- **TRY IT**
Could you repeat the whole listing below exactly, omitting any picture it holds?
───── TASK INPUTS ─────
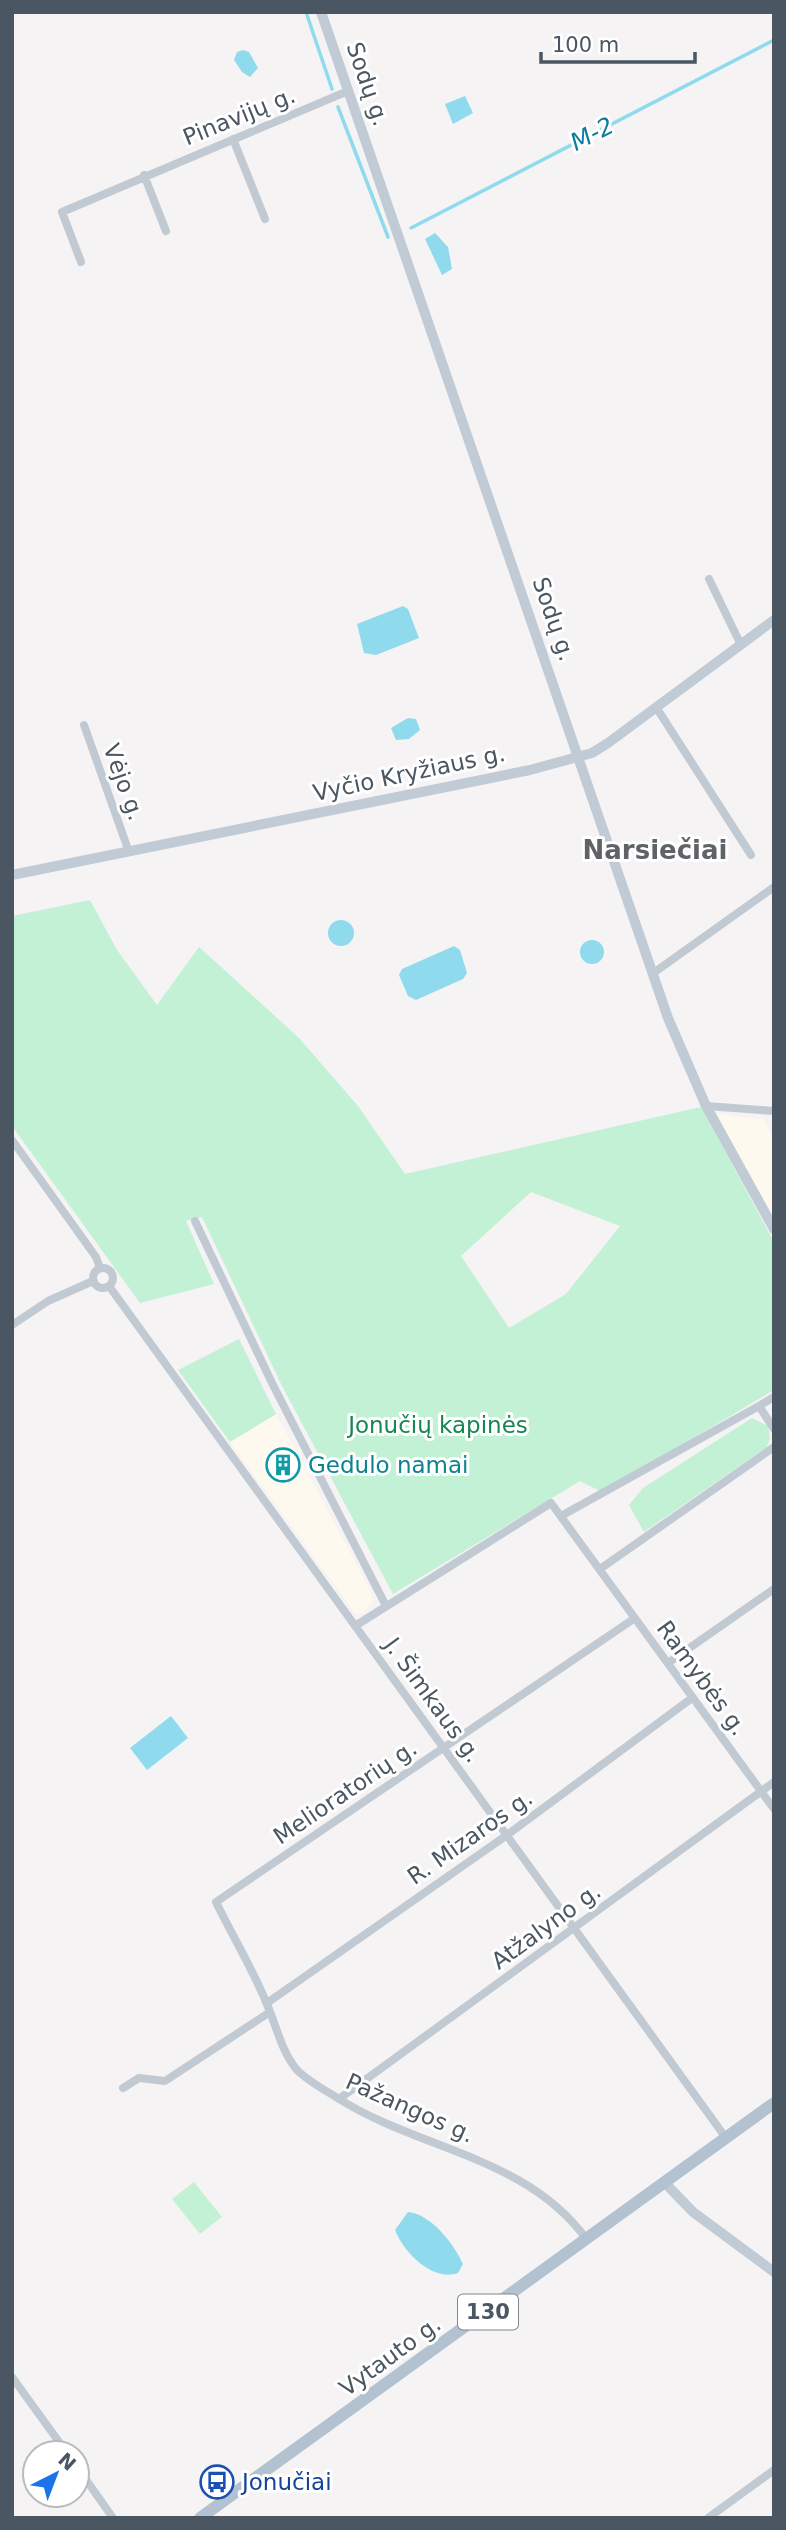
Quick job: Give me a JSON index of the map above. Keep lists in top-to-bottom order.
{
  "streets": {
    "main road": [
      "Sodų g.",
      "Vyčio Kryžiaus g.",
      "130",
      "Vytauto g."
    ],
    "street": [
      "Pinavijų g.",
      "Vėjo g.",
      "Ramybės g.",
      "J. Šimkaus g.",
      "Melioratorių g.",
      "R. Mizaros g.",
      "Atžalyno g.",
      "Pažangos g."
    ]
  },
  "crossings": [
    ["Sodų g.", "Pinavijų g."],
    ["Sodų g.", "Vyčio Kryžiaus g."],
    ["Vyčio Kryžiaus g.", "Vėjo g."],
    ["Ramybės g.", "Melioratorių g."],
    ["Ramybės g.", "R. Mizaros g."],
    ["Ramybės g.", "Atžalyno g."],
    ["J. Šimkaus g.", "Melioratorių g."],
    ["J. Šimkaus g.", "R. Mizaros g."],
    ["J. Šimkaus g.", "Atžalyno g."],
    ["J. Šimkaus g.", "Vytauto g."],
    ["Melioratorių g.", "Pažangos g."],
    ["R. Mizaros g.", "Pažangos g."],
    ["Atžalyno g.", "Pažangos g."],
    ["Pažangos g.", "Vytauto g."]
  ],
  "districts": ["Narsiečiai"],
  "water": ["M-2"],
  "parks": ["Jonučių kapinės"],
  "places": {
    "building": ["Gedulo namai"],
    "bus stop": ["Jonučiai"]
  },
  "scale_bar": "100 m",
  "north": "top right"
}
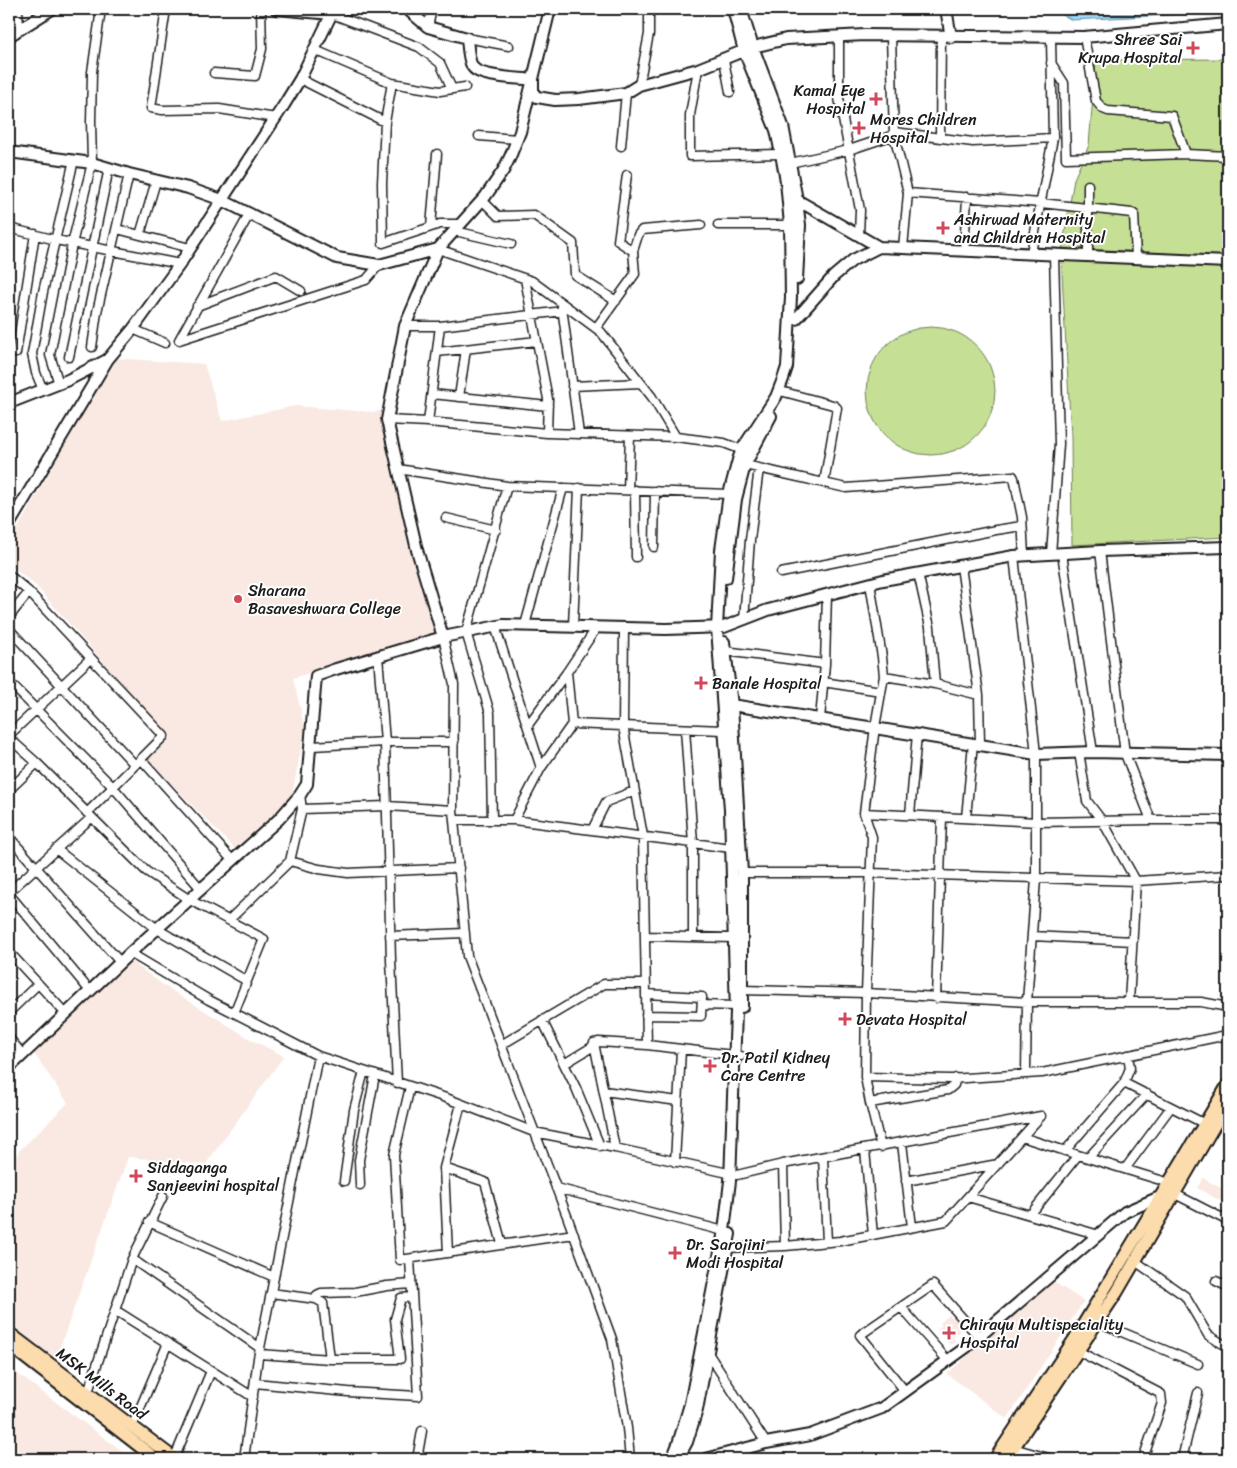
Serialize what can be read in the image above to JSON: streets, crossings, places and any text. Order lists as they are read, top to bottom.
{
  "streets": {
    "main road": ["MSK Mills Road"]
  },
  "places": {
    "health": [
      "Shree Sai Krupa Hospital",
      "Kamal Eye Hospital",
      "Mores Children Hospital",
      "Ashirwad Maternity and Children Hospital",
      "Banale Hospital",
      "Devata Hospital",
      "Dr. Patil Kidney Care Centre",
      "Siddaganga Sanjeevini hospital",
      "Dr. Sarojini Modi Hospital",
      "Chirayu Multispeciality Hospital"
    ],
    "other": ["Sharana Basaveshwara College"]
  }
}
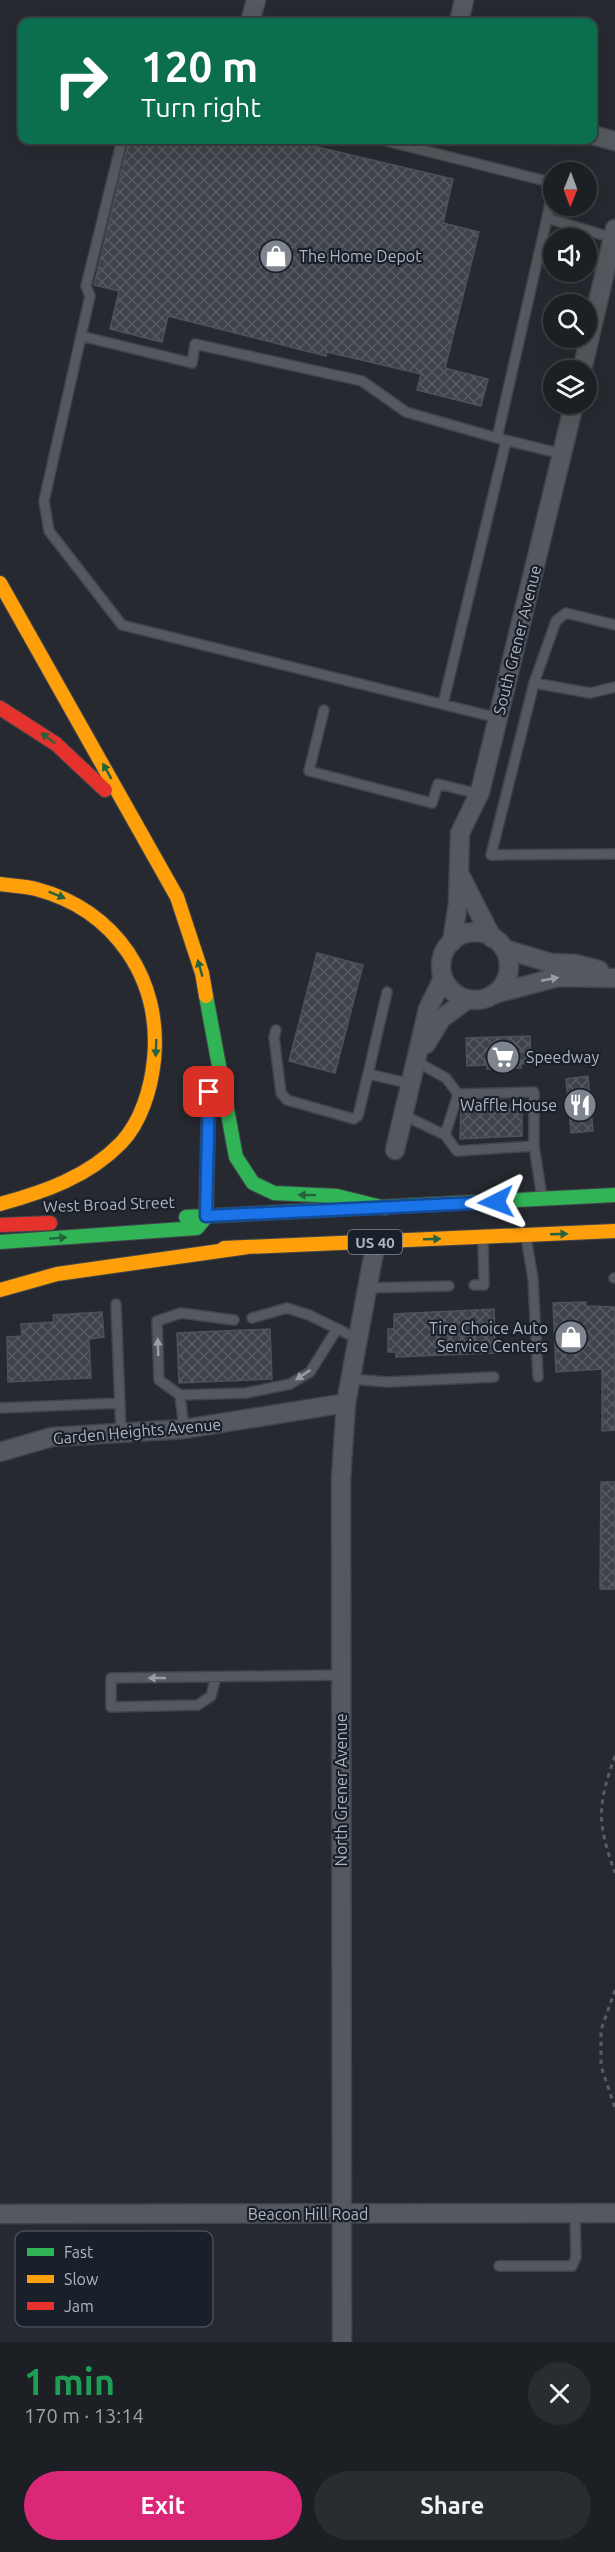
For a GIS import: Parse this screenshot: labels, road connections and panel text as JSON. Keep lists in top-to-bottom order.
{
  "streets": {
    "main road": ["West Broad Street", "US 40"],
    "street": [
      "South Grener Avenue",
      "Garden Heights Avenue",
      "North Grener Avenue",
      "Beacon Hill Road"
    ]
  },
  "crossings": [
    ["US 40", "North Grener Avenue"],
    ["Garden Heights Avenue", "North Grener Avenue"],
    ["North Grener Avenue", "Beacon Hill Road"]
  ],
  "places": {
    "shop": ["The Home Depot", "Tire Choice Auto Service Centers"],
    "supermarket": ["Speedway"],
    "restaurant": ["Waffle House"]
  },
  "legend": ["Fast", "Slow", "Jam"],
  "north": "bottom",
  "page": {
    "turn": ["120 m", "Turn right"],
    "heading": ["1 min", "170 m · 13:14"],
    "buttons": ["Exit", "Share"]
  }
}
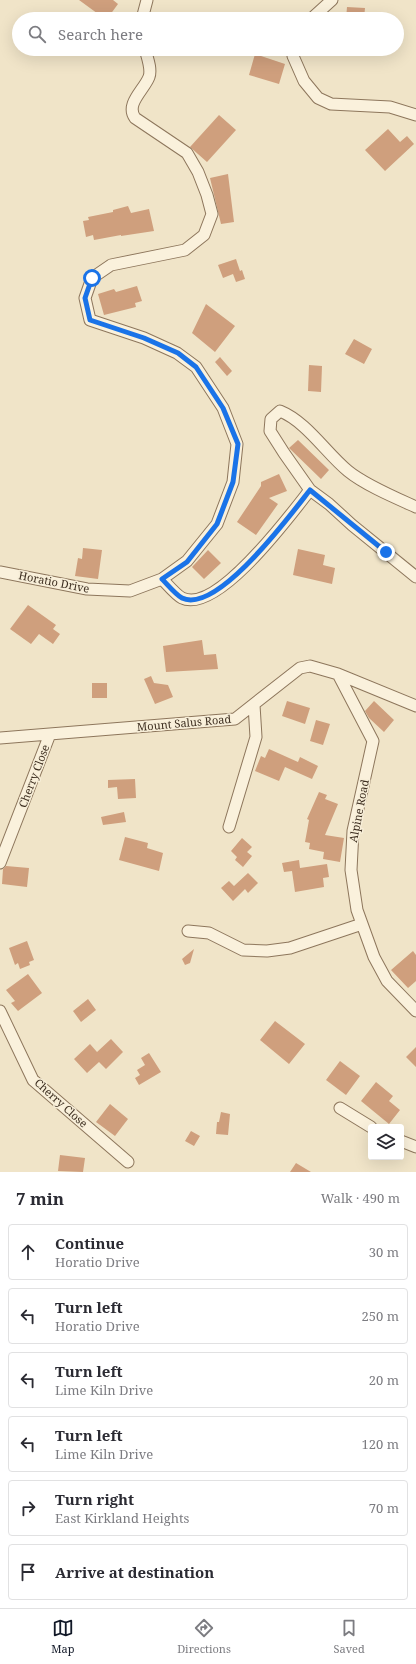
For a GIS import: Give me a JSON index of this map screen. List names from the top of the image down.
─────
- **SOLUTION TO THIS TASK**
Quick job: Give me a JSON index of the map above. Keep lists in top-to-bottom order.
{
  "streets": {
    "main road": [
      "Sodų g.",
      "Vyčio Kryžiaus g.",
      "130",
      "Vytauto g."
    ],
    "street": [
      "Pinavijų g.",
      "Vėjo g.",
      "Ramybės g.",
      "J. Šimkaus g.",
      "Melioratorių g.",
      "R. Mizaros g.",
      "Atžalyno g.",
      "Pažangos g."
    ]
  },
  "crossings": [
    ["Sodų g.", "Pinavijų g."],
    ["Sodų g.", "Vyčio Kryžiaus g."],
    ["Vyčio Kryžiaus g.", "Vėjo g."],
    ["Ramybės g.", "Melioratorių g."],
    ["Ramybės g.", "R. Mizaros g."],
    ["Ramybės g.", "Atžalyno g."],
    ["J. Šimkaus g.", "Melioratorių g."],
    ["J. Šimkaus g.", "R. Mizaros g."],
    ["J. Šimkaus g.", "Atžalyno g."],
    ["J. Šimkaus g.", "Vytauto g."],
    ["Melioratorių g.", "Pažangos g."],
    ["R. Mizaros g.", "Pažangos g."],
    ["Atžalyno g.", "Pažangos g."],
    ["Pažangos g.", "Vytauto g."]
  ],
  "districts": ["Narsiečiai"],
  "water": ["M-2"],
  "parks": ["Jonučių kapinės"],
  "places": {
    "building": ["Gedulo namai"],
    "bus stop": ["Jonučiai"]
  },
  "scale_bar": "100 m",
  "north": "top right"
}
Serialize what can be read in the image above to JSON: streets, crossings, places and any text. Order lists as they are read, top to bottom.
{
  "streets": {
    "main road": ["MSK Mills Road"]
  },
  "places": {
    "health": [
      "Shree Sai Krupa Hospital",
      "Kamal Eye Hospital",
      "Mores Children Hospital",
      "Ashirwad Maternity and Children Hospital",
      "Banale Hospital",
      "Devata Hospital",
      "Dr. Patil Kidney Care Centre",
      "Siddaganga Sanjeevini hospital",
      "Dr. Sarojini Modi Hospital",
      "Chirayu Multispeciality Hospital"
    ],
    "other": ["Sharana Basaveshwara College"]
  }
}
For a GIS import: Parse this screenshot: labels, road connections and panel text as JSON. Keep lists in top-to-bottom order.
{
  "streets": {
    "main road": ["West Broad Street", "US 40"],
    "street": [
      "South Grener Avenue",
      "Garden Heights Avenue",
      "North Grener Avenue",
      "Beacon Hill Road"
    ]
  },
  "crossings": [
    ["US 40", "North Grener Avenue"],
    ["Garden Heights Avenue", "North Grener Avenue"],
    ["North Grener Avenue", "Beacon Hill Road"]
  ],
  "places": {
    "shop": ["The Home Depot", "Tire Choice Auto Service Centers"],
    "supermarket": ["Speedway"],
    "restaurant": ["Waffle House"]
  },
  "legend": ["Fast", "Slow", "Jam"],
  "north": "bottom",
  "page": {
    "turn": ["120 m", "Turn right"],
    "heading": ["1 min", "170 m · 13:14"],
    "buttons": ["Exit", "Share"]
  }
}
For a GIS import: Give me a JSON index of this map screen. List names from the top of the image down.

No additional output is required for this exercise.